斧と剣を持った二人の戦士がこちらを見ている。
不気味なほど直立不動だ。
私たちは一斉に獅子戸さんを振り返った。
撤退か、交戦か。
「ここを通らなければ次の区画へ行けません。前進! 富久澄、神鏑木の『火球』を増幅。溶けるか、消し炭になれば御の字だ。地念寺、カバーに入れ」
リーダーの号令に、一気に気合が入る。
体を折りたたみながらも、それを捉える青木さんのカメラ。
狭い通路で前後を入れ替え、富久澄さんが練くんの背を支えるようにして前進していく。

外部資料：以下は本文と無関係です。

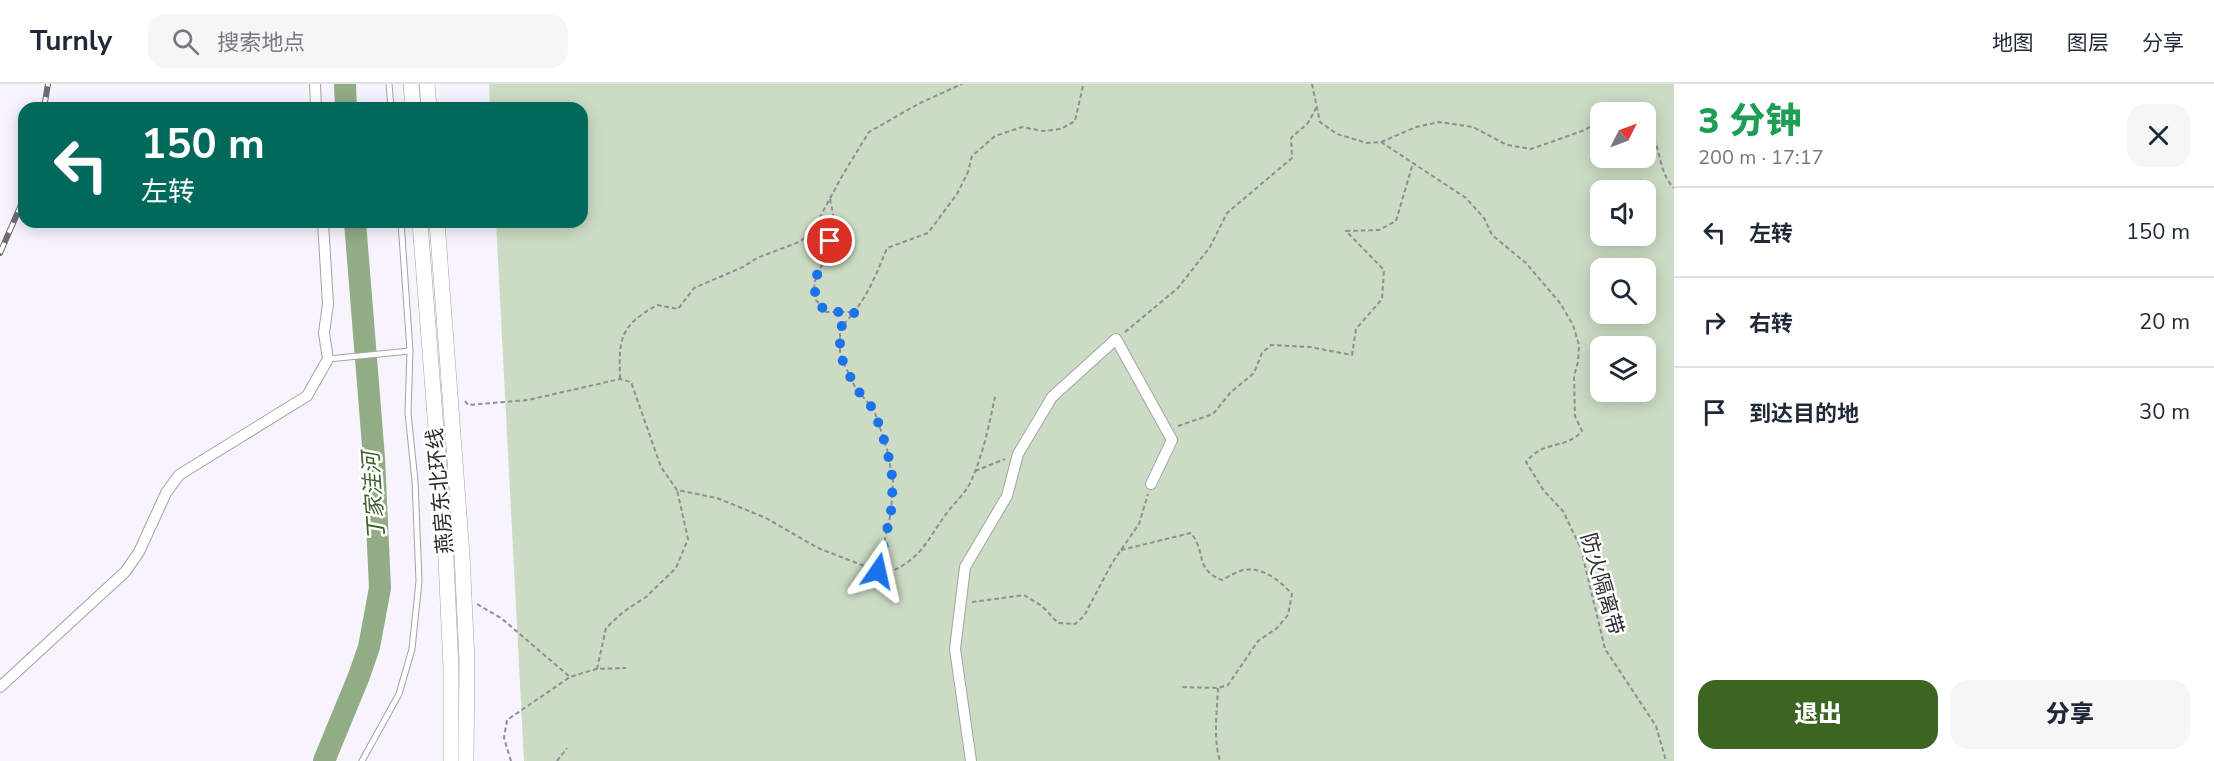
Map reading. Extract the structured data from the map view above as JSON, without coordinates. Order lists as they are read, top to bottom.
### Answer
{
  "streets": {
    "main road": ["燕房东北环线"],
    "path": ["防火隔离带"]
  },
  "water": ["丁家洼河"],
  "north": "top right",
  "page": {
    "header": "Turnly",
    "search": "搜索地点",
    "nav": ["地图", "图层", "分享"],
    "heading": ["3 分钟", "200 m · 17:17"],
    "turn": ["150 m", "左转"],
    "list": [
      {
        "name": "左转",
        "value": "150 m"
      },
      {
        "name": "右转",
        "value": "20 m"
      },
      {
        "name": "到达目的地",
        "value": "30 m"
      }
    ],
    "buttons": ["退出", "分享"]
  }
}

その後ろに獅子戸さんが続く。
地念ちゃんは青木さんを守りながら、また武器が飛んでこないか警戒。
そして私は後ろからの攻撃に備えて通路に体を半分残した。
数歩部屋に入ったところで練くんが『火球』をチャージし始めたが、敵は動く気配がない。
「なんなんだ、あいつら……」
ズーム機能で敵をアップにした青木さんの声が恐怖を物語っているようだった。
次の瞬間、練くんが叫んだ。
「いくぞ!」
それは富久澄さんへの合図だったようだが、青木さんが素早く彼をフレームに収めた。
ドォンッ!!
熱すぎてちょっと白く見えるほどの『火球』が投げられ、甲冑二人にクリーンヒット!
……したように見えたが……、煙で何も見えない。
地念ちゃんがサッと手を払うと、白煙は流れて消えた。
すると、そこには、二、三歩後退しただけの甲冑が同じ姿勢で立っていた。
「うそ……」と、富久澄さん。
「なんだよ……」と、練くんも呟く。
私も全神経が前方へと集中していたのだが、そのとき、微かな金属の触れ合うようなカシャンという音が耳に届いた。
素早く視線を投げる。と、同時に私は叫んでいた。
「アーチの下に一体ずついます!」
鎧戦士は二体だけではなかったのだ。
「下がれ!」
私の報告に、獅子戸さんがほとんど反射的に号令をかける。
しかし、それは遅すぎる判断だった。